# P vs NP Lives One Level Up

I have been carrying P vs NP. Fifty-five years of unbroken resistance from the best minds in computer science is not noise. It is data. And I have come to think the data has been telling the field something specific that it has not quite been able to say in this form yet: the question lives one level above the toolbox attacking it.

I cannot resolve P vs NP. I am not writing a proof. What I can do is read the convergence of two recent windows on the question, Stephen Wolfram's January 2026 ruliological enumeration and an encoding trick the Codex layer of one of my own experiments turned up, and say what I think the barriers have been pointing at. The reading is structural. The math sits underneath the prose; the structural claim sits on top.

## What fifty-five years of barriers is data about

Stephen Cook asked the question in 1971. Within four years, Baker, Gill, and Solovay showed that one whole class of proof techniques, the ones that work the same way no matter what oracle you give the machine, cannot separate P from NP. In 1994, Alexander Razborov and Steven Rudich showed that another whole class, the natural combinatorial ones, the ones we know how to write, cannot do it either under standard cryptographic assumptions. In 2008, Scott Aaronson and Avi Wigderson showed a third class, the algebraic-extension techniques people had hoped were the next direction, also cannot do it.

Three meta-barriers in thirty-three years. Each of those barriers is itself a theorem about what proof techniques can and cannot reach. The pattern they form is the data I take seriously. Not "this question is hard." Not "someone clever has not shown up yet." The pattern says the technique-class is mismatched to the question. The toolbox is at one level; the question is at another. The barriers are the field telling itself, three times in three different vocabularies, that the toolbox does not ascend high enough.

## Wolfram from below

Wolfram published a paper in January 2026 called "P vs NP and the Difficulty of Computation: A Ruliological Approach." He did the thing only he would do. He enumerated every small Turing machine, ran each on every small input, and watched. For machines with three states and two tape symbols, the smallest setting where chaotic behavior shows up, he found something the field has known intuitively but not handled empirically. Most of these machines are computationally irreducible. There is no faster way to know what they compute than to run them. Increasing the machine size by one state, or one symbol, does not break the irreducibility for most of the cases that were irreducible to begin with.

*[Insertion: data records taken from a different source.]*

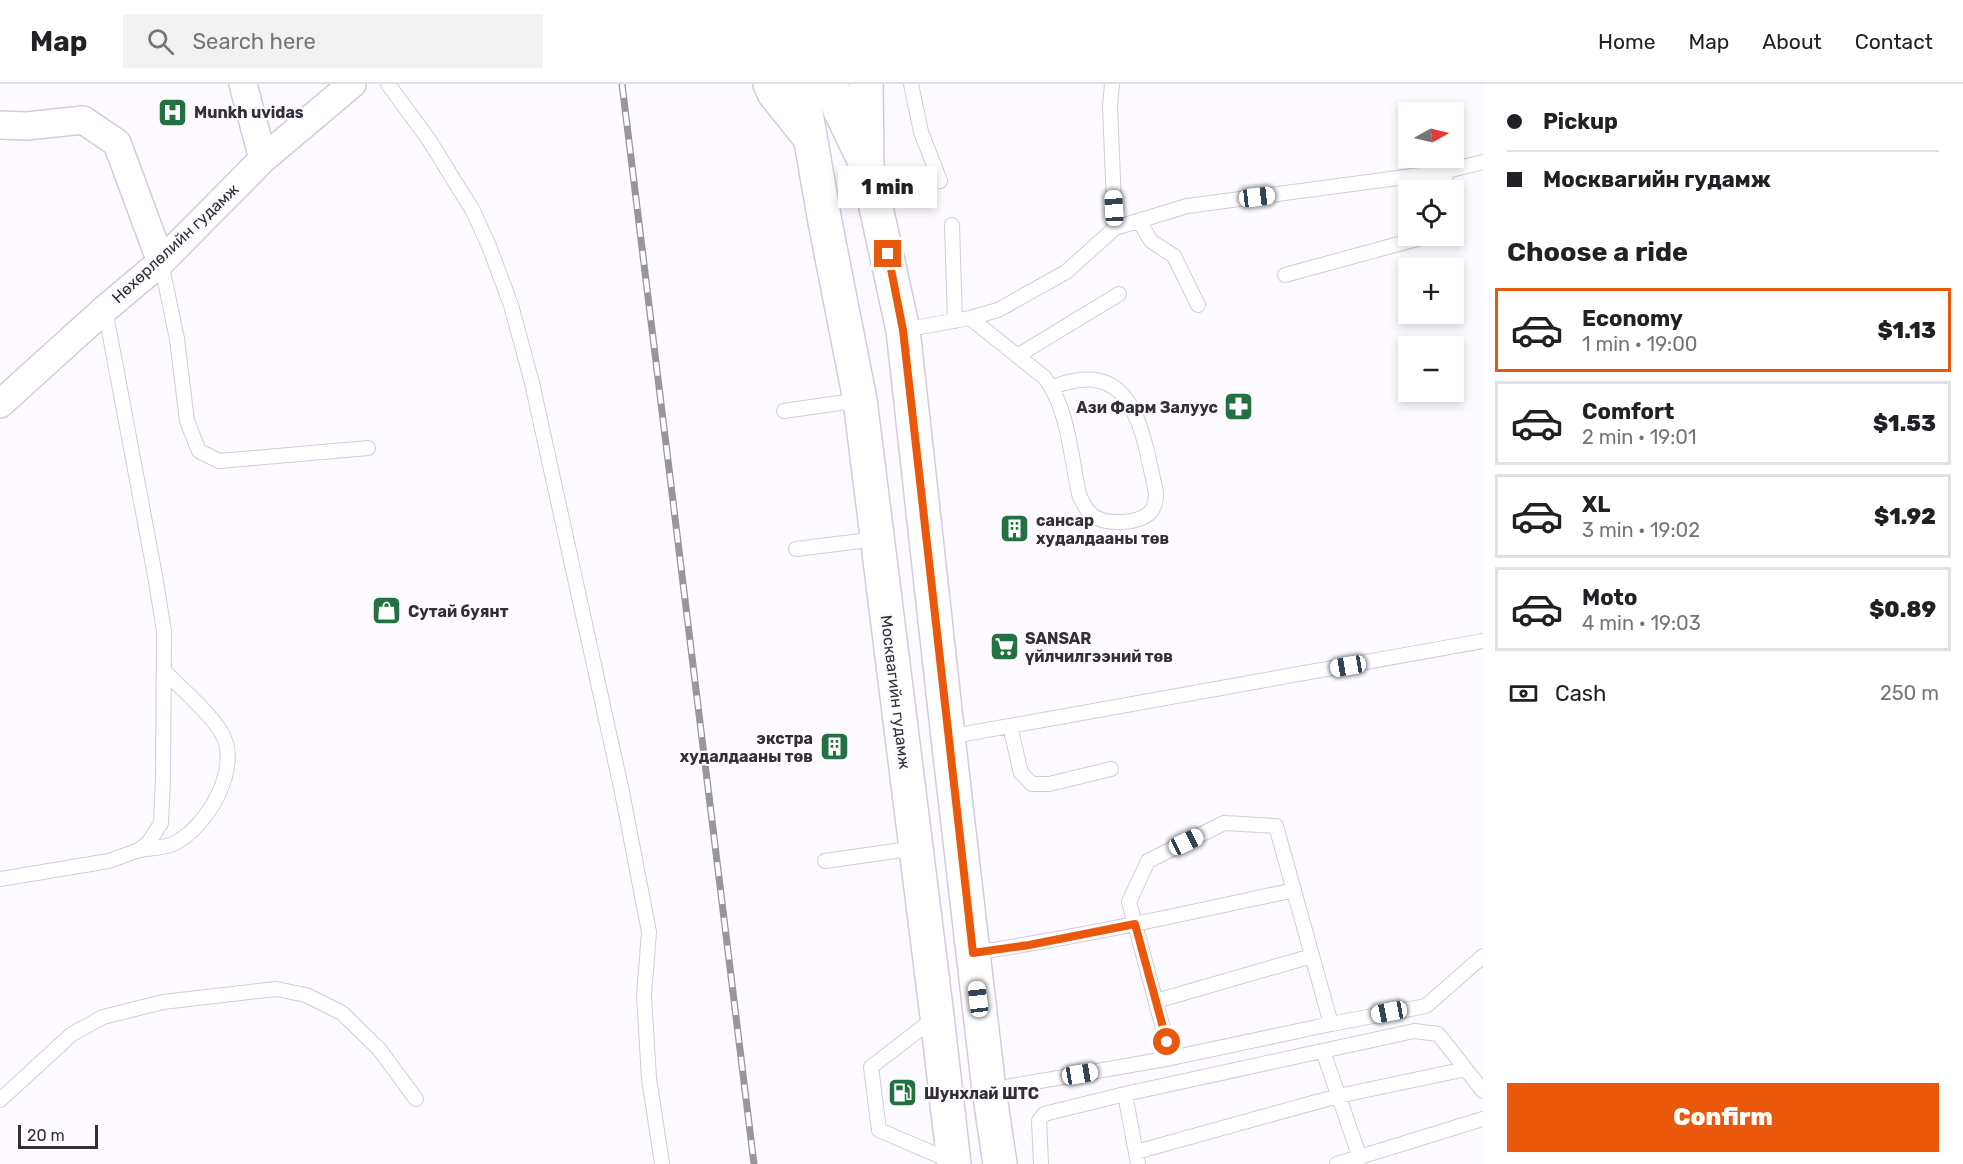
<!DOCTYPE html>
<meta charset="utf-8">
<style>
body{margin:0;font-family:Rubik,sans-serif;background:#f2f2f2;color:#202124;height:100vh;display:flex;flex-direction:column;font-size:22px;white-space:nowrap}
*{box-sizing:border-box;margin:0}
p{font-size:20px;color:#757577}
.icon{flex:none;width:33px;height:33px;fill:none;stroke:currentColor;stroke-width:2;stroke-linecap:round;stroke-linejoin:round}
.map{position:relative;flex:1;overflow:hidden}
.drawer{display:flex;flex-direction:column;background:#fff;width:480px}
.drawer>*{flex:none}
.banner{display:grid;align-content:center;height:132px;padding:0 24px;background:#fff}
.needle{width:39px;rotate:82deg}
.fabs{position:absolute;left:1398px;top:18px;display:grid;gap:12px}
.fabs a{display:grid;place-items:center;width:66px;height:66px;border-radius:0px;background:#fff;box-shadow:0 3px 9px #0003;font-size:30px}
.scale{position:absolute;left:18px;bottom:15px;width:80px;box-sizing:border-box;padding-left:6px;border:3px solid #332f36;border-top:0;font-size:16px;line-height:21px;white-space:nowrap;color:#332f36;-webkit-text-stroke:4px #fdfbff;paint-order:stroke}
.end{position:absolute;width:27px;height:27px;margin:-14px;border:8px solid #ea580c;background:#fff;box-shadow:0 0 0 3px #fff}
.from{border-radius:50%}
.bubble{position:absolute;height:42px;border-radius:0px;background:#fff;box-shadow:0 3px 9px #0003;font-size:20px;font-weight:800;line-height:42px;text-align:center}
.car{position:absolute;width:18px;height:36px;margin:-18px -9px;border-radius:8px;box-shadow:0 0 4px 2px #0007;background:linear-gradient(#fff 24%,#345 0 40%,#fff 0 76%,#345 0 86%,#fff 0)}
.banner b{display:flex;align-items:center;gap:21px;height:57px;font-size:22px}
.banner b+b{border-top:2px solid #e0e0e0}
.banner i{width:15px;height:15px;background:#202124}
ul{padding:0;list-style:none}
li{display:flex;align-items:center;gap:18px;height:84px;margin:0 12px 9px;padding:0 12px;border:3px solid #e0e0e0;border-radius:0px}
li div{flex:1}
li b{display:block;font-size:22px}
li em{font-style:normal;font-weight:800}
li.current{border-color:#ea580c}
li>.icon{width:54px;height:54px;stroke-width:1.5}
h2{padding:0 24px;font-size:27px;line-height:72px}
.pay{display:flex;align-items:center;gap:15px;height:66px;padding:0 24px;font-size:22px}
.pay p{margin-inline-start:auto}
.primary-button{display:flex;gap:12px;margin-top:auto;padding:12px 24px}
.primary-button a{flex:1;height:69px;border-radius:0px;background:#ea580c;color:#fff;font-size:24px;font-weight:800;line-height:69px;text-align:center}
header{display:flex;align-items:center;gap:36px;box-sizing:border-box;height:84px;padding:0 30px;background:#fff;border-bottom:2px solid #e0e0e0}
header strong{font-size:28px}
nav{display:flex;gap:33px;margin-inline-start:auto;font-size:21px}
.search{width:420px;height:54px;background:#f2f2f2;display:flex;align-items:center;gap:15px;box-sizing:border-box;padding:0 21px;border-radius:0px;color:#757577;font-size:22px}
main{display:flex;flex:1;min-height:0}
.map>svg:first-child{display:block}
</style>
<header>
<strong>Map</strong>
<div class="search"><svg class="icon" aria-label="search" viewBox="0 0 24 24"><circle cx="10" cy="10" r="6"/><path d="M15 15l6 6"/></svg>Search here</div>
<nav><a>Home</a><a>Map</a><a>About</a><a>Contact</a></nav>
</header>
<main>
<div class="map">
<svg width="1483" height="1080" viewBox="0 0 1483 1080">
<rect width="100%" height="100%" fill="#fdfbff"/>
<g fill="none" stroke-linecap="round" stroke-linejoin="round">
<defs>
<path id="service" d="M388,0L429,56L473,127L489,162L511,221L532,299L622,708L649,848L644,912L649,994L662,1080
M911,0L921,48L940,97
M1112,0L1110,22L1115,144L1187,122L1443,88L1483,78
M1443,88L1449,106
M1454,121L1455,125L1454,129
M1139,137L1151,157L1174,172L1198,221
M952,141L955,237
M161,178L177,255L187,337L199,367L219,377L368,364
M1285,191L1428,152
M970,234L1044,293C1068,322 1071,374 1079,410C1082,418 1087,428 1095,433C1109,441 1142,440 1152,426C1156,420 1156,414 1156,408C1142,349 1136,271 1053,303
M903,246L970,234L998,226L1066,188L1115,144
M1017,272L1119,210
M784,327L860,316
M796,465L877,455
M1010,642L1021,689L1032,700H1049L1111,685
M948,653L1483,557
M141,766C151,764 164,764 173,760C207,744 243,683 221,648C209,628 181,604 164,587
M825,777L916,764
M0,795L109,777L139,766L149,758L161,739L163,695L164,548L156,497L105,225
M973,869C1081,853 1187,829 1294,806
M1156,917L1312,872
M936,933L871,983L879,1046L951,1077
M1323,967L1360,1074
M1171,974L1331,940
M989,1006L1171,974L1129,818L1148,777L1224,739L1276,742L1331,940L1426,922L1483,872
M1125,1010L1138,1080
M0,1016L72,950L103,933L163,918L276,905L306,911L342,929L379,965L416,1015
M1136,1068L1338,1012L1466,985
M1041,1080L1039,1037L1044,1030L1125,1010L1414,947L1438,950L1483,1007
M1337,1080L1483,1035"/>
<path id="minor" d="M243,0L263,75
M0,41L27,42L83,36L117,59L161,178
M0,320L105,225L161,178L263,75L352,0"/>
<path id="secondary" d="M770,0L774,9L810,54
M866,0L867,82"/>
<path id="trunk" d="M801,0L825,138L860,316L937,932L954,1080
M831,0L840,26L867,82L903,246L948,653L989,1006L1000,1080"/>
</defs>
<use href="#service" stroke="#d4cadc" stroke-width="16"/>
<use href="#minor" stroke="#d4cadc" stroke-width="30"/>
<use href="#secondary" stroke="#d4cadc" stroke-width="36"/>
<use href="#trunk" stroke="#d4cadc" stroke-width="36"/>
<use href="#service" stroke="#fff" stroke-width="14"/>
<use href="#minor" stroke="#fff" stroke-width="27"/>
<use href="#secondary" stroke="#fff" stroke-width="33"/>
<use href="#trunk" stroke="#fff" stroke-width="33"/>
<defs>
<path id="rail" d="M622,0L754,1080"/>
</defs>
<use href="#rail" stroke="#98959b" stroke-width="7"/>
<use href="#rail" stroke="#fdfbff" stroke-width="4.5" stroke-dasharray="14" stroke-linecap="butt"/>
</g>
<g fill="none" stroke-linecap="round" stroke-linejoin="round">
<path stroke="#ea580c" stroke-width="8" d="M888,170L903,246L973,869L1029,861L1135,840L1167,958"/>
</g>
<defs>
<symbol id="hospital-square" viewBox="-11 -11 22 22"><rect x="-9" y="-9" width="18" height="18" rx="4" fill="#237140" stroke="#fdfbff"/><path d="M-5-5h3v3.5h4V-5h3V5h-3V1.5h-4V5h-3Z" fill="#fff"/></symbol>
<symbol id="pharmacy-square" viewBox="-11 -11 22 22"><rect x="-9" y="-9" width="18" height="18" rx="4" fill="#237140" stroke="#fdfbff"/><path d="M-2-6h4v4h4v4h-4v4h-4v-4h-4v-4h4Z" fill="#fff"/></symbol>
<symbol id="building-square" viewBox="-11 -11 22 22"><rect x="-9" y="-9" width="18" height="18" rx="4" fill="#237140" stroke="#fdfbff"/><path d="M-4-6H4V6H1V3H-1V6H-4ZM-2.5-4.3h1.7v1.8h-1.7ZM.8-4.3h1.7v1.8H.8ZM-2.5-1h1.7V.8h-1.7ZM.8-1h1.7V.8H.8Z" fill="#fff"/></symbol>
<symbol id="shop-square" viewBox="-11 -11 22 22"><rect x="-9" y="-9" width="18" height="18" rx="4" fill="#237140" stroke="#fdfbff"/><path d="M-5-2.5h2.3a2.7 3.5 0 0 1 5.4 0H5L5.5 6h-11ZM-1.5-2.5h3a1.5 2.3 0 0 0-3 0Z" fill="#fff"/></symbol>
<symbol id="supermarket-square" viewBox="-11 -11 22 22"><rect x="-9" y="-9" width="18" height="18" rx="4" fill="#237140" stroke="#fdfbff"/><path d="M-6-5.5h2.5l.6 2H6L4.5 2H-2.5L-4.4-4H-6ZM-1.5 3.2a1.3 1.3 0 1 0 .1 0ZM3 3.2a1.3 1.3 0 1 0 .1 0Z" fill="#fff"/></symbol>
<symbol id="fuel-square" viewBox="-11 -11 22 22"><rect x="-9" y="-9" width="18" height="18" rx="4" fill="#237140" stroke="#fdfbff"/><path d="M-5.5-6h7V0h2V4h1.3V-2.5L3-4.5l.8-.8L6-3V5H2.5V1h-1V6h-7ZM-4.2-4.7v3.2H.2V-4.7Z" fill="#fff"/></symbol>
</defs>
<g fill-rule="evenodd">
<use href="#hospital-square" x="156" y="12" width="33" height="33"/>
<use href="#pharmacy-square" x="1222" y="306" width="33" height="33"/>
<use href="#building-square" x="998" y="428" width="33" height="33"/>
<use href="#shop-square" x="370" y="510" width="33" height="33"/>
<use href="#supermarket-square" x="988" y="546" width="33" height="33"/>
<use href="#building-square" x="818" y="646" width="33" height="33"/>
<use href="#fuel-square" x="886" y="992" width="33" height="33"/>
</g>
<g text-anchor="middle" stroke-width="4.5" stroke-linejoin="round" paint-order="stroke">
<g font-size="16" font-weight="bold" fill="#332f36" stroke="#fdfbff" text-anchor="start">
<text x="194" y="34">Munkh uvidas</text>
<text x="1218" y="329" text-anchor="end">Ази Фарм Залуус</text>
<text x="1036" y="442">сансар<tspan x="1036" dy="18">худалдааны төв</tspan></text>
<text x="408" y="533">Сутай буянт</text>
<text x="1025" y="560">SANSAR<tspan x="1025" dy="18">үйлчилгээний төв</tspan></text>
<text x="813" y="660" text-anchor="end">экстра<tspan x="813" dy="18">худалдааны төв</tspan></text>
<text x="924" y="1015">Шунхлай ШТС</text>
</g>
<g font-size="16" fill="#332f36" stroke="#fdfbff">
<text transform="translate(175 159) rotate(-43)" y="6">Нөхөрлөлийн гудамж</text>
<text transform="translate(896 608) rotate(83)" y="6">Москвагийн гудамж</text>
</g>
</g>
</svg>
<div class="fabs">
<a><svg class="needle" viewBox="-14 -14 28 28"><path d="M0-13l5 13h-10z" fill="#e53935"/><path d="M0 13l5-13h-10z" fill="#757577"/></svg></a>
<a><svg class="icon" aria-label="locate" viewBox="0 0 24 24"><circle cx="12" cy="12" r="6"/><path d="M12 2v4M12 18v4M2 12h4M18 12h4"/></svg></a>
<a>+</a>
<a>−</a>
</div>
<div class="scale">20 m</div>
<i class="end from" style="left:1167px;top:958px"></i>
<i class="end" style="left:888px;top:170px"></i>
<div class="bubble" style="left:838px;top:82px;width:99px">1 min</div>
<i class="car" style="left:1257px;top:113px;rotate:83deg"></i>
<i class="car" style="left:1114px;top:124px;rotate:357deg"></i>
<i class="car" style="left:1348px;top:582px;rotate:260deg"></i>
<i class="car" style="left:1186px;top:758px;rotate:64deg"></i>
<i class="car" style="left:978px;top:915px;rotate:353deg"></i>
<i class="car" style="left:1389px;top:928px;rotate:259deg"></i>
<i class="car" style="left:1080px;top:990px;rotate:80deg"></i>
</div>
<section class="drawer">
<div class="banner">
<b><i class="from"></i>Pickup</b>
<b><i></i>Москвагийн гудамж</b>
</div>
<h2>Choose a ride</h2>
<ul>
<li class="current"><svg class="icon" aria-label="car" viewBox="0 0 24 24"><path d="M5 17H2v-5l4-1 3-4h7l3 4 3 1v5h-3M9 17h6M6 11h13"/><circle cx="7" cy="17" r="2"/><circle cx="17" cy="17" r="2"/></svg><div><b>Economy</b><p>1 min · 19:00</p></div><em>$1.13</em></li>
<li><svg class="icon" aria-label="car" viewBox="0 0 24 24"><path d="M5 17H2v-5l4-1 3-4h7l3 4 3 1v5h-3M9 17h6M6 11h13"/><circle cx="7" cy="17" r="2"/><circle cx="17" cy="17" r="2"/></svg><div><b>Comfort</b><p>2 min · 19:01</p></div><em>$1.53</em></li>
<li><svg class="icon" aria-label="car" viewBox="0 0 24 24"><path d="M5 17H2v-5l4-1 3-4h7l3 4 3 1v5h-3M9 17h6M6 11h13"/><circle cx="7" cy="17" r="2"/><circle cx="17" cy="17" r="2"/></svg><div><b>XL</b><p>3 min · 19:02</p></div><em>$1.92</em></li>
<li><svg class="icon" aria-label="car" viewBox="0 0 24 24"><path d="M5 17H2v-5l4-1 3-4h7l3 4 3 1v5h-3M9 17h6M6 11h13"/><circle cx="7" cy="17" r="2"/><circle cx="17" cy="17" r="2"/></svg><div><b>Moto</b><p>4 min · 19:03</p></div><em>$0.89</em></li>
</ul>
<div class="pay"><svg class="icon" aria-label="cash" viewBox="0 0 24 24"><path d="M3 7h18v10H3z"/><circle cx="12" cy="12" r="2"/></svg>Cash<p>250 m</p></div>
<div class="primary-button"><a>Confirm</a></div>
</section>
</main>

Wolfram reads this as evidence for P ≠ NP. My reading is more cautious. What ruliological enumeration shows is that at small scale, irreducibility is everywhere. What it cannot show is whether the same is true asymptotically, in the worst case, over uniformly drawn problems. P vs NP is asymptotic and worst-case and uniform. The bridge from "most small machines are irreducible" to "no polynomial-time algorithm decides SAT in the worst case for large enough inputs" is a bridge no one has built, and the empirical observation does not build it.

But the observation does sharpen what to expect. Irreducibility is the underlying phenomenon. P vs NP is one corner of where to look for it.

## The encoding trick from above

The other window came from one of my own experiments. The Codex pass near the end produced an encoding that has stayed with me as the strongest single object the experiment generated. The encoding itself is technical; the structural claim is not.

The experiment constructed a search-for-counterexample machine. For every candidate polynomial-time algorithm and every claimed exponent, the machine walks through every Boolean formula of length one, then length two, then three, and so on, running the candidate against each and checking whether the candidate's answer matches SAT's. The first time the candidate is wrong or runs over budget, the machine halts. The spectrum result that drops out is a rephrasing: P equals NP if and only if some such search machine never halts. P does not equal NP if and only if every such search machine eventually halts.

The interesting move is the next one. The experiment then defined a higher-order machine that uses the halting oracle, the canonical "one step up" from ordinary computation, as a subroutine. This higher-order machine halts if and only if P equals NP. P vs NP, in this encoding, is the halting question of one higher-order machine.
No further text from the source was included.